Horswill (1995) offers a framework for thinking about the adaptation of a robot's perceptual architecture to its environment. Research in AI has most often aimed at building extremely general architectures to match the seemingly infinite flexibility of human intelligence. This emphasis on generality discourages attention to environmental adaptation. Horswill, by contrast, seeks general methods for building specialized systems. Intuitively, one might imagine a lattice structure in which general-purpose systems are located toward the top and very specialized systems are located toward the bottom. The partial order that induces the lattice is "works correctly in a broader range of environments than." The discovery of new forms of structure in the environment -- for example, a geometric structure or property of reflected light (cf Marr 1982) -- should allow the designer to move downward in the lattice, selecting a design that employs simpler machinery.

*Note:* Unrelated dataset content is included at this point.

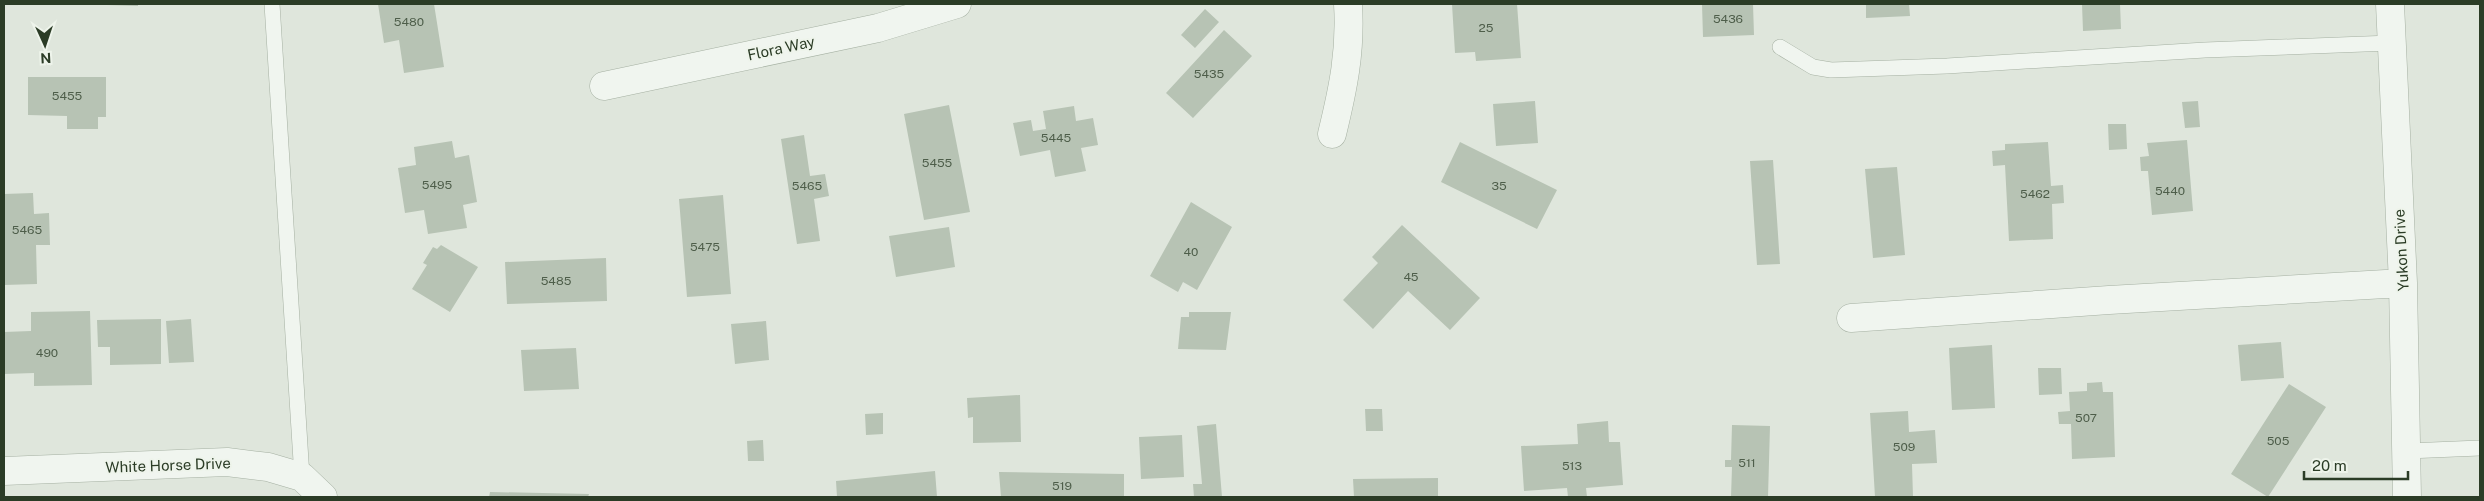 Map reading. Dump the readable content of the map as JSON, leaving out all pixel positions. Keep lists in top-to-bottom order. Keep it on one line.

Horswill uses this framework to describe the workings of a robot that provides visitors with tours of a floor of an office building. This environment has special properties whose computational significance may not be evident at first. For example, the floors in this environment have no low-frequency surface markings since they consist of square floor tiles of uniform color, whereas all other objects do have such small markings. As a result, a simple bandpass filter, together with information from stereo matching about an object's distance from the camera, suffices to distinguish between floors and other objects. Other such environmental constraints remove the necessity of calibrating the camera, since analysis of the necessary computations reveals that, in order to make the specific decisions that it needs to make in carrying out its purpose, the robot need only calculate a function that is monotonically related to a correct measurement of the world. The final result of these discoveries is that the robot can be built with simple hardware. The point, however, is not to promote simple hardware as such, nor to suggest any particular type of hardware is universally applicable, but to provide principled means for choosing the simplest hardware that is compatible with a given environment and (desired or observed) pattern of interaction.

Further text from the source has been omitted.